Reo Symes adds interesting thoughts to this news story:
Great. Now in addition to raccoons and the neighborhood dog, I have to worry about garbage hippies.
I recommend setting live traps, baited with an issue of ‘The Nation’ or a long essay on the WTO.
Beth, it was fun to see this article posted to your blog. I'm the person named who hosted the dinner the AP journalist attended.
I think more food than ever is being thrown out, some of it because as consumers we have been trained to think if something doesn't look absolutely perfect, it should be thrown away. As a former farm wife, I remember doing maintenance on my root cellar, culling bad apples before they spoiled the whole bunch and looking for which squash should get used first. (The one with the small spoiled spot, of course-- the rest would continue to keep.)We also find entire cases of eggs thrown out because one or 2 eggs in each dozen are cracked. Stores treat this food as if it were not food at all, as if it were worthless.

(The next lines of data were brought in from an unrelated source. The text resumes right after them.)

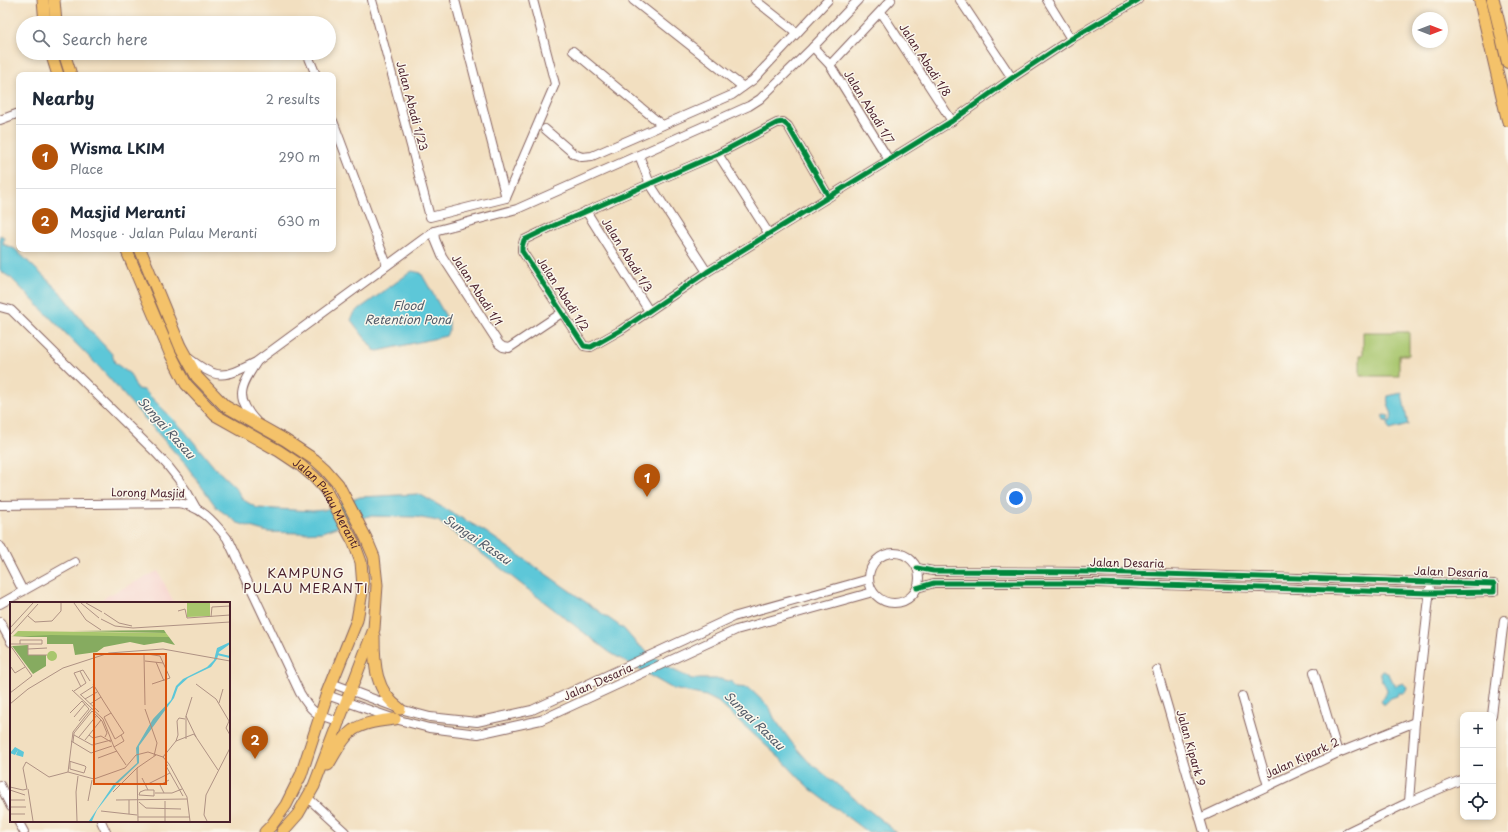 <!DOCTYPE html>
<meta charset="utf-8">
<style>
:root{--surface:#fff;--page:#f6f6f7;--text:#1f2937;--muted:#747a83;--line:#e0e1e3;--accent:#b45309}
body{margin:0;font-family:"Playpen Sans",sans-serif;background:var(--page);color:var(--text)}
.controls{position:absolute;right:12px;bottom:12px;display:grid;overflow:hidden;border-radius:8px;box-shadow:0 2px 6px #0003}
.controls button{width:36px;height:36px;display:grid;place-items:center;padding:0;border:0;border-bottom:1px solid var(--line);background:var(--surface);color:var(--text);font:20px sans-serif}
.compass{position:absolute;left:1412px;top:12px;width:36px;height:36px;border-radius:50%;background:var(--surface);box-shadow:0 2px 6px #0003;rotate:90deg}
.you{position:absolute;left:1016px;top:498px;width:14px;height:14px;margin:-10px;border:3px solid #fff;border-radius:50%;background:#1a73e8;box-shadow:0 0 0 6px #1a73e833}
.badge{display:grid;place-items:center;width:26px;height:26px;border-radius:50%;background:var(--accent);color:#fff;font-size:13px;font-weight:700}
.pin{position:absolute;translate:-50% -33px;filter:drop-shadow(0 1px 2px #0008)}
.pin::after{content:'';position:absolute;top:21px;width:14px;height:12px;background:inherit;clip-path:polygon(0 0,100% 0,50% 100%)}
.list{margin:0;padding:0;list-style:none}
h2{display:flex;justify-content:space-between;align-items:center;height:52px;margin:0;padding:0 16px;font-size:17px}
h2 small{font-size:13px;font-weight:400;color:var(--muted)}
.list li{display:grid;grid-template-columns:26px 1fr auto;gap:12px;align-items:center;box-sizing:border-box;height:64px;padding:0 16px;border-top:1px solid var(--line)}
.list b{display:block;font-size:15px;white-space:nowrap}
.list p{margin:0;font-size:13px;white-space:nowrap;color:var(--muted)}
.list em{font-size:13px;font-style:normal;color:var(--muted)}
.icon{flex:none;width:22px;height:22px;fill:none;stroke:currentColor;stroke-width:2;stroke-linecap:round;stroke-linejoin:round}
.map{position:relative;flex:none;width:1508px;height:832px;overflow:hidden}
.search{position:absolute;background:var(--surface);box-shadow:0 2px 6px #0003;left:16px;top:16px;width:320px;height:44px;display:flex;align-items:center;gap:10px;box-sizing:border-box;padding:0 14px;border-radius:22px;color:var(--muted);font-size:15px}
.panel{position:absolute;background:var(--surface);box-shadow:0 2px 6px #0003;left:16px;top:72px;width:320px;height:180px;border-radius:8px}
.map>svg:first-child{display:block}
.built{fill:#f7d0cb}
.green{fill:#a8c66d;stroke:#79724c}
.water{fill:#5dc7d8;stroke:#547382}
.lines{fill:none;stroke-linecap:round;stroke-linejoin:round}
.minor-casing{stroke:#85625f;stroke-width:10}
.major-casing{stroke:#85625f;stroke-width:13}
.highway-casing{stroke:#85625f;stroke-width:14}
.minor{stroke:#fff;stroke-width:8}
.major{stroke:#f4c26a;stroke-width:11}
.highway{stroke:#f4c26a;stroke-width:12}
.cycleway-casing{stroke:#fbf7ec;stroke-width:8}
.cycleway{stroke:#00873e;stroke-width:5}
.labels{text-anchor:middle;stroke-width:3;stroke-linejoin:round;paint-order:stroke}
.street-label{font-size:11px;fill:#4a1f2b;stroke:#fbf7ec}
.water-label{font-size:12px;font-style:italic;fill:#515a68;stroke:#fbf7ec}
.quarter-label{font-size:13px;letter-spacing:1px;fill:#4a1f2b;stroke:#fbf7ec}
.inset-river{fill:none;stroke:#5dc7d8;stroke-width:2}
.inset-road{fill:none;stroke:#af9284;stroke-width:1}
.view{fill:#d8530f;fill-opacity:0.15;stroke:#d8530f;stroke-width:2}
.inset-edge{fill:none;stroke:#4a1f2b;stroke-width:2}
</style>
<div class="map">
<svg width="1508" height="832" viewBox="0 0 1508 832">
<rect width="100%" height="100%" fill="#fbf7ec"/>
<filter id="ink" filterUnits="userSpaceOnUse"><feTurbulence type="fractalNoise" baseFrequency=".025" numOctaves="2"/><feDisplacementMap in="SourceGraphic" scale="8" xChannelSelector="R" yChannelSelector="G"/><feConvolveMatrix kernelMatrix="1 2 1 2 8 2 1 2 1" color-interpolation-filters="sRGB"/></filter>
<filter id="wash" filterUnits="userSpaceOnUse"><feTurbulence type="fractalNoise" baseFrequency=".012" numOctaves="4" result="noise"/><feDisplacementMap in="SourceGraphic" scale="16" xChannelSelector="R" yChannelSelector="G"/><feGaussianBlur stdDeviation="0.9" result="paint"/><feColorMatrix in="noise" values="0 0 0 0 0 0 0 0 0 0 0 0 0 0 0 0 0 1.4 0 .05"/><feComposite in="paint" operator="in"/></filter>
<g filter="url(#wash)">
<rect width="100%" height="100%" fill="#f2dfc0"/>
<!-- built -->
<path class="built" d="M158 571 174 603H105L103 598Z"/>
<!-- green -->
<path class="green" d="M1363 332H1409V355H1399V376H1360V355H1363Z"/>
<!-- water -->
<g class="water">
<path d="M0 235 4 237 3 244 15 249 59 291 88 328 112 354 115 363 130 374 137 389 144 390 183 429 214 467 236 488 242 499 257 508 313 511 324 510 360 497 419 494 486 532 624 629 636 643 669 668 692 679H720L732 682 737 687 749 688 770 708 774 718 792 743 808 761 896 832H867L809 788 782 760 718 702 706 696 673 689 609 652 481 553 438 521 416 517 368 516 322 532 300 533 267 532 238 523 217 508 186 465 100 368 11 278 0 271Z"/>
<path d="M412 271 421 273 449 322V330L446 336 378 351 374 350 351 320 355 312Z"/>
<path d="M1402 393 1408 425 1390 430 1388 426 1389 424 1387 421H1384L1383 416 1384 415 1389 416 1388 420 1390 422C1396 412 1385 406 1388 396Z"/>
<path d="M1383 671 1389 674 1395 686 1403 683 1407 687 1405 693H1398L1397 696 1391 698 1385 704H1383L1381 701 1387 692C1387 684 1379 681 1380 672Z"/>
</g>
</g>
<g filter="url(#ink)">
<g class="lines">
<defs>
<g id="minor">
<path d="M372 0 430 217 506 198 555 84 533 0"/>
<path d="M455 0 506 198"/>
<path d="M633 0 743 87"/>
<path d="M755 0 797 33"/>
<path d="M960 0 1012 78"/>
<path d="M1047 0 1071 39"/>
<path d="M881 12 952 121"/>
<path d="M813 47 830 65 889 160"/>
<path d="M573 51 662 125"/>
<path d="M307 53 316 75"/>
<path d="M830 65 891 0"/>
<path d="M0 120 19 113"/>
<path d="M333 121 387 265"/>
<path d="M545 129 574 154 582 157 592 156 732 95 743 87 753 80 828 0"/>
<path d="M718 154 769 234"/>
<path d="M639 155 650 184 707 272"/>
<path d="M829 197 788 126 783 122 777 123 718 154 555 225 524 240 522 247V251L584 346 591 347 621 330 707 272 952 121 1012 78 1071 39 1138 0"/>
<path d="M586 211 649 311"/>
<path d="M434 231 435 239 442 256 499 344 503 347 509 348 563 312"/>
<path d="M0 307 11 310 155 452C172 469 185 486 196 508"/>
<path d="M187 357C218 380 222 379 256 362L434 231 517 209 749 106 760 99 813 47 858 0"/>
<path d="M256 363C241 386 234 398 256 421"/>
<path d="M0 505 177 503C200 505 213 521 227 538L300 693C313 715 317 714 340 722"/>
<path d="M0 546 23 591"/>
<circle cx="894" cy="578" r="25"/>
<path d="M917 568 933 571 1095 572 1494 584V592L1430 593 1095 583H934L917 588"/>
<path d="M0 604 75 562"/>
<path d="M0 622 11 642"/>
<path d="M1157 670 1204 832"/>
<path d="M1314 672 1338 753"/>
<path d="M331 683 400 709 430 717 477 722 532 710 733 617 869 579"/>
<path d="M327 695 395 719 429 728 478 734 541 720 736 630 873 592"/>
<path d="M1242 696 1268 786"/>
<path d="M1492 715 1504 620"/>
<path d="M0 785 11 807"/>
<path d="M308 798 345 832"/>
<path d="M1409 802 1415 722 1430 589"/>
<path d="M1200 818 1338 753 1415 722"/>
<path d="M18 821 24 832"/>
<path d="M101 821 106 832"/>
<path d="M1347 832 1409 802 1463 779"/>
</g>
<g id="major">
<path d="M43 0 45 23"/>
<path d="M54 0 56 23"/>
<path d="M51 53 58 75"/>
<path d="M64 53 71 75"/>
<path id="s1" d="M126 249 170 353 186 384 215 415 279 451 300 465 314 477 325 489 354 543 361 562 363 586 357 620 327 695 301 775 286 805 271 826 265 832"/>
<path d="M140 249 180 346 197 377 225 406 285 440 315 460 325 469 338 484 366 538 374 557 377 585 374 629 314 786 298 814 282 832"/>
<path d="M374 636C374 665 375 691 400 709"/>
<path d="M328 765C335 754 342 738 353 730 365 722 381 721 395 719"/>
</g>
<g id="highway">
<path d="M1480 0 1508 120"/>
<path d="M1493 0 1508 62"/>
</g>
</defs>
<!-- minor casing -->
<use href="#minor" class="minor-casing"/>
<!-- major casing -->
<use href="#major" class="major-casing"/>
<!-- highway casing -->
<use href="#highway" class="highway-casing"/>
<!-- minor -->
<use href="#minor" class="minor"/>
<!-- major -->
<use href="#major" class="major"/>
<!-- highway -->
<use href="#highway" class="highway"/>
<defs>
<g id="cycleway">
<path d="M829 197 788 126 783 122 777 123 718 154 555 225 524 240 522 247V251L584 346 591 347 621 330 707 272 952 121 1012 78 1071 39 1138 0"/>
<path d="M917 568 933 571 1095 572 1494 584V592L1430 593 1095 583H934L917 588"/>
</g>
</defs>
<!-- cycleway casing -->
<use href="#cycleway" class="cycleway-casing"/>
<!-- cycleway -->
<use href="#cycleway" class="cycleway"/>
</g>
</g>
<g class="labels">
<!-- street labels -->
<g class="street-label">
<text transform="translate(925 60) rotate(57)" y="4">Jalan Abadi 1/8</text>
<text transform="translate(412 106) rotate(75)" y="4">Jalan Abadi 1/23</text>
<text transform="translate(869 107) rotate(58)" y="4">Jalan Abadi 1/7</text>
<text transform="translate(627 255) rotate(58)" y="4">Jalan Abadi 1/3</text>
<text transform="translate(477 290) rotate(57)" y="4">Jalan Abadi 1/1</text>
<text transform="translate(563 294) rotate(57)" y="4">Jalan Abadi 1/2</text>
<text transform="translate(148 493) rotate(1)" y="4">Lorong Masjid</text>
<text dy="4" stroke="none"><textPath href="#s1" startOffset="336">Jalan Pulau Meranti</textPath></text>
<text transform="translate(1127 563) rotate(1)" y="4">Jalan Desaria</text>
<text transform="translate(1451 572) rotate(2)" y="4">Jalan Desaria</text>
<text transform="translate(598 682) rotate(-24)" y="4">Jalan Desaria</text>
<text transform="translate(1191 748) rotate(74)" y="4">Jalan Kipark 9</text>
<text transform="translate(1302 758) rotate(-25)" y="4">Jalan Kipark 2</text>
</g>
<!-- water labels -->
<g class="water-label">
<text x="408" y="310">Flood<tspan x="408" dy="14">Retention Pond</tspan></text>
<text transform="translate(166 428) rotate(48)" y="4">Sungai Rasau</text>
<text transform="translate(477 540) rotate(34)" y="4">Sungai Rasau</text>
<text transform="translate(754 721) rotate(44)" y="4">Sungai Rasau</text>
</g>
<!-- quarter labels -->
<g class="quarter-label">
<text x="306" y="578">KAMPUNG<tspan x="306" dy="15">PULAU MERANTI</tspan></text>
</g>
</g>
<!-- overview -->
<g transform="translate(10 602)">
<rect width="220" height="220" fill="#f2dfc0"/>
<path d="M177 1H200V14L177 15ZM8 29 156 31 159 35 3 34ZM37 54a5 5 0 1 1 10 0a5 5 0 1 1-10 0Z" fill="#a8c66d"/>
<path d="M154 28 156 31 63 29ZM41 33 159 35 165 43 153 40 134 43 120 40 94 45 87 50 65 53 63 42H37V35H0ZM18 43V53H36V64L23 72 2 44Z" fill="#86ab60"/>
<path d="M220 40V42L209 50 207 57 201 65 178 76 168 85 164 96 129 144V161L108 181 87 208 82 219H79L104 182 127 161 126 146 143 117 161 98 166 84 173 77 197 65 204 58 207 46ZM5 145 14 150 13 155 6 153 8 148 5 153 0 151Z" fill="#5dc7d8"/>
<path class="inset-river" d="M207 52 220 55"/>
<path class="inset-road" d="M64 1 76 18 91 28M71 1 89 16M76 1 92 10M168 9 175 7 177 16 220 13M94 11 109 21 122 24M18 14 25 20 42 19 51 9V1M201 15 202 5 220 4M91 17 105 24 123 26 220 20M0 26 23 1M0 33 28 2M0 42H32V38H10V42M0 43 22 74 0 91M18 43V53H37M18 47 37 46M137 52 150 54 160 76 142 82M134 53 135 103M135 59 153 61M146 60 154 79M1 65 5 71 15 65M83 82 94 100 114 131 105 137 94 115 101 111M186 82 206 97 219 119 216 126 220 133M71 85 64 71 73 68 80 79M62 88 93 117 104 145 116 163M64 89 76 81 70 69M70 93 84 84M71 93 89 110M182 95 176 114 186 135 208 168M75 97 87 90M209 101 213 87M0 102 18 87 53 66 99 51 153 47 220 59M80 102 91 95M135 107 147 141 144 154M60 111 72 99 79 107 69 119M64 115 75 102M64 133 82 143 101 138M79 133 83 136 91 134 101 140M69 135 87 113M176 137V114M75 138 91 118M61 139 81 151 102 144M166 139 168 133 167 119 169 116 175 117M63 140 64 131 82 109 92 119 97 131 95 135M104 145 114 139 111 133M153 155 166 139 184 132 186 135M88 156 107 149M59 159 75 164 76 165 74 171 60 167V160M58 170 63 130 82 106M160 171 173 194M132 176 138 188M136 183 160 171 156 164 158 163M0 185 13 188 17 187 13 166 16 160 39 175 58 170 84 177 115 166 126 153 138 150 153 155 159 162 177 195 180 219M18 187 23 219M0 188 15 193M135 188H144V194L129 193 130 190ZM103 190 128 165M145 191H162L172 187M154 191 150 183 159 178M0 198H15M106 198 177 197M119 198V212M78 199 82 178M129 200 136 206 171 207M0 205H16M91 209 127 213M0 212H15M128 215H179M67 219 66 190 68 174M128 219 127 166 146 153M155 219V199M197 219 194 213 196 193 220 146"/>
<path class="view" d="M84 52H156V182H84Z"/>
<rect width="220" height="220" class="inset-edge"/>
</g>
</svg>
<div class="controls">
<button>+</button>
<button>−</button>
<button><svg class="icon" aria-label="locate" viewBox="0 0 24 24"><circle cx="12" cy="12" r="6"/><path d="M12 2v4M12 18v4M2 12h4M18 12h4"/></svg></button>
</div>
<svg class="compass" viewBox="-18 -18 36 36"><path d="M0-13l5 13h-10z" fill="#e53935"/><path d="M0 13l5-13h-10z" fill="#747a83"/></svg>
<div class="you"></div>
<div class="pin badge" style="left:647px;top:497px">1</div>
<div class="pin badge" style="left:255px;top:759px">2</div>
<div class="search"><svg class="icon" aria-label="search" viewBox="0 0 24 24"><circle cx="10" cy="10" r="6"/><path d="M15 15l6 6"/></svg>Search here</div>
<section class="panel">
<h2>Nearby<small>2 results</small></h2>
<ul class="list">
<li><span class="badge">1</span><div><b>Wisma LKIM</b><p>Place</p></div><em>290 m</em></li>
<li><span class="badge">2</span><div><b>Masjid Meranti</b><p>Mosque · Jalan Pulau Meranti</p></div><em>630 m</em></li>
</ul>
</section>
</div> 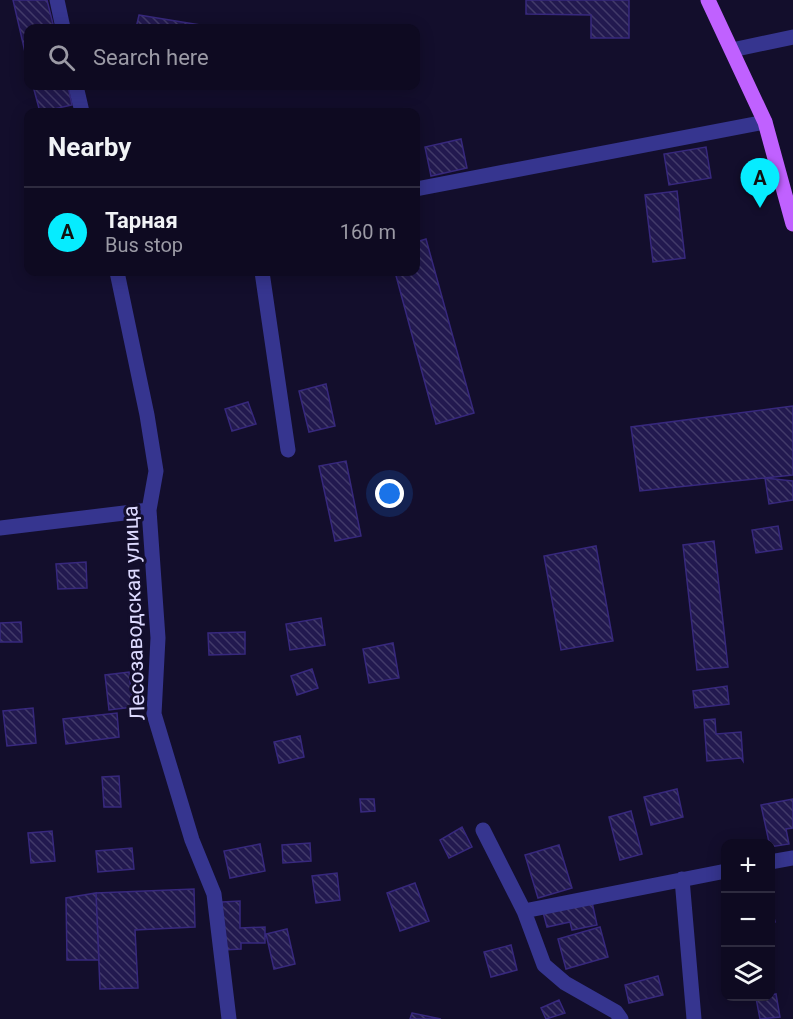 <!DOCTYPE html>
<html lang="en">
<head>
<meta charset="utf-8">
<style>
	:root { --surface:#0e0a21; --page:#17132a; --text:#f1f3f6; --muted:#9b9aa5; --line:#2e2b3f; --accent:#06ecff }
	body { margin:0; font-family:Roboto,sans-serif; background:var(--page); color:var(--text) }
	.controls { position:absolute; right:18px; bottom:18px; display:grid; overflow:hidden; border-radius:12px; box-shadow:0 3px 15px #0003 }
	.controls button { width:54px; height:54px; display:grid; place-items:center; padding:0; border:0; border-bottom:2px solid var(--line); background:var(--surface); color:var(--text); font:30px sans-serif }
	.you { position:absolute; left:390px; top:494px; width:21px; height:21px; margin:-15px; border:4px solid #fff; border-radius:50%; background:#1a73e8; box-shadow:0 0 0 9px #1a73e833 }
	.badge { display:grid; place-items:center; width:39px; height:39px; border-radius:50%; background:var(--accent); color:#111; font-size:20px; font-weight:700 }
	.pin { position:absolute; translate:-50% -50px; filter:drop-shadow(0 2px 3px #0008) }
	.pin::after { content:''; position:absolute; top:32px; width:21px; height:18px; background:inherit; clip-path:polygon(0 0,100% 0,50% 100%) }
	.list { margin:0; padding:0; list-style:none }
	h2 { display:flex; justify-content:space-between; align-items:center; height:78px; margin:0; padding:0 24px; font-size:26px }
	h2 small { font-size:20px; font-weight:400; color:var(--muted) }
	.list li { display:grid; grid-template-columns:39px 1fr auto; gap:18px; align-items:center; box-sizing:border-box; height:90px; padding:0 24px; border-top:2px solid var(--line) }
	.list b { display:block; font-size:22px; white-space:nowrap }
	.list p { margin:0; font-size:20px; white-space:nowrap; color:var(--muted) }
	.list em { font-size:20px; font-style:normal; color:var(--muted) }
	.icon { flex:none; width:33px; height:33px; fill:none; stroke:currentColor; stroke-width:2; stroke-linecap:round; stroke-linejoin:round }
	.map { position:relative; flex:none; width:793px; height:1019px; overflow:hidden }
	.search { position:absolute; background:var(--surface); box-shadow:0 3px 15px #0003; left:24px; top:24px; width:396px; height:66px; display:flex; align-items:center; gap:15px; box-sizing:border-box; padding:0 21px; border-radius:12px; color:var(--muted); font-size:22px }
	.panel { position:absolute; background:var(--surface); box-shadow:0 3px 15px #0003; left:24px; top:108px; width:396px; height:168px; border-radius:12px }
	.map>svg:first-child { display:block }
</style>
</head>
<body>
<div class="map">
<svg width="793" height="1019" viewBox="0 0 793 1019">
	<defs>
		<pattern id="building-back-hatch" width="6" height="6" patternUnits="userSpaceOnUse" patternTransform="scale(1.5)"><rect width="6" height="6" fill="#22194f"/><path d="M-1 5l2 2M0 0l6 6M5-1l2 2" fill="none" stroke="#423a69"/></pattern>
	</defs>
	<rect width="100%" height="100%" fill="#130e2c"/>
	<!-- building -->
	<path fill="url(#building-back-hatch)" stroke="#37287d" stroke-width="1.5" d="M13,0H47L54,28H28V65Z
		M526,0H629V38H591V15L526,14Z
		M139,15L206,26V28H136Z
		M33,86H68L72,105L40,112Z
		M461,139L467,168L431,176L425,147Z
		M706,147L711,178L669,185L664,154Z
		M677,191L685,258L653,262L645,195Z
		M426,239L474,413L436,424L395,272H416V242Z
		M326,384L335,426L309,432L299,391Z
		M248,402L256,424L232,431L225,409Z
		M793,406V475L640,491L631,427Z
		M346,461L361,536L335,541L319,466Z
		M765,478L793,481V500L769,504Z
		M778,526L782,549L756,553L752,530Z
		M714,541L728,667L697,670L683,545Z
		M596,546L613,641L561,650L544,556Z
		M86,562L87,588L58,589L56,564Z
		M321,618L325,645L290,650L286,624Z
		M21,622L22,642H0V623Z
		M245,632V654L209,655L208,633Z
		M393,643L399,678L369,683L363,649Z
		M312,669L318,688L297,695L291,676Z
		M129,672L133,707L109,710L105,675Z
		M727,686L729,704L695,708L693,691Z
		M33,708L36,743L7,746L3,711Z
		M117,713L119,737L66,744L63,719Z
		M715,719L716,734L741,732L743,761L741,758L707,761L704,720Z
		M300,736L304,757L279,763L274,742Z
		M119,776L121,807H104L102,777Z
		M677,789L683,817L651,825L644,797Z
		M360,799H374L375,811L361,812Z
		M793,799V828L786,829L789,844L770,847L761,805Z
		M631,811L642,854L620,860L609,817Z
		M462,827L472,847L449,858L440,840Z
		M52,831L55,861L31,863L28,833Z
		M310,843L311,861L283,863L282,845Z
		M260,844L265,871L230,878L224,851Z
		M559,845L572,888L538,898L525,855Z
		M132,848L134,869L98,872L96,851Z
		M337,873L340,900L316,903L312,876Z
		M415,883L429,921L400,931L387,893Z
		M194,889L195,927L135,930L138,988L100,989L96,893Z
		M96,893L99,960H67L66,898Z
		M770,900L775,922L770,923Z
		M240,901V928L265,927V943H241V949L223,950L222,902Z
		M592,902L597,925L572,930L570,922L547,927L543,912Z
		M600,927L608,957L566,969L558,939Z
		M287,929L295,964L274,969L266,934Z
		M511,945L517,970L491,977L484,952Z
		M658,976L663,995L629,1003L625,985Z
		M776,994L780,1017L760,1019L756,998Z
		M559,1000L565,1013L546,1019L541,1008Z
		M412,1013L441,1019H410Z"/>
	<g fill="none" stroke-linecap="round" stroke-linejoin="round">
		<!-- minor -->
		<path stroke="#36358f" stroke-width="15" d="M57,0L63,28
			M732,50L793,37
			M76,86L82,112
			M416,189L765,122
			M117,272L147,415L156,471L149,510L158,638L154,714L192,840L214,894L229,1019
			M262,272L288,450
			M0,528L149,510
			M483,830L524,911L544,965L565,983L616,1012L621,1019
			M770,862L793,858
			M682,879L694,1019
			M524,911L726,871"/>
		<!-- major -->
		<path stroke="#c061ff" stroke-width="15" d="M708,0L765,122L793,224"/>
	</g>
	<g text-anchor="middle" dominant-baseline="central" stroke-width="6" stroke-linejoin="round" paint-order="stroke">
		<!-- street labels -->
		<g font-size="21" fill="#dddaff" stroke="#130e2c">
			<text transform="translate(134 613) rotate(-92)">Лесозаводская улица</text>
		</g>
	</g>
</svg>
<div class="controls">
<button>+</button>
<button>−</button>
<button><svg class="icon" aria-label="layers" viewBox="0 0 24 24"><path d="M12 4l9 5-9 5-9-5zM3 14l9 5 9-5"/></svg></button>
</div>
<div class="you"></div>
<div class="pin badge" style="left:760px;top:208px">A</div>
<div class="search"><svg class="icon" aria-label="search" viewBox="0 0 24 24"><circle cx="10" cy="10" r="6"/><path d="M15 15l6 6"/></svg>Search here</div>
<section class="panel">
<h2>Nearby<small></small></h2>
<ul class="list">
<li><span class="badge">A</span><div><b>Тарная</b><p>Bus stop</p></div><em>160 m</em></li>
</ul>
</section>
</div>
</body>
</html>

I also would say it's not the legal climate that's keeping food out of soup kitchens-- it's corporate policy. The law changed nearly 20 years ago so that donators of food that does not appear to be toxic cannot be prosecuted, even if someone gets sick from it. I've talked with a number of store managers about why they don't donate instead of tossing, and it all seems like excuses to me.
Madeline - thanks for stopping by here and for your comments, which are right on. Peace!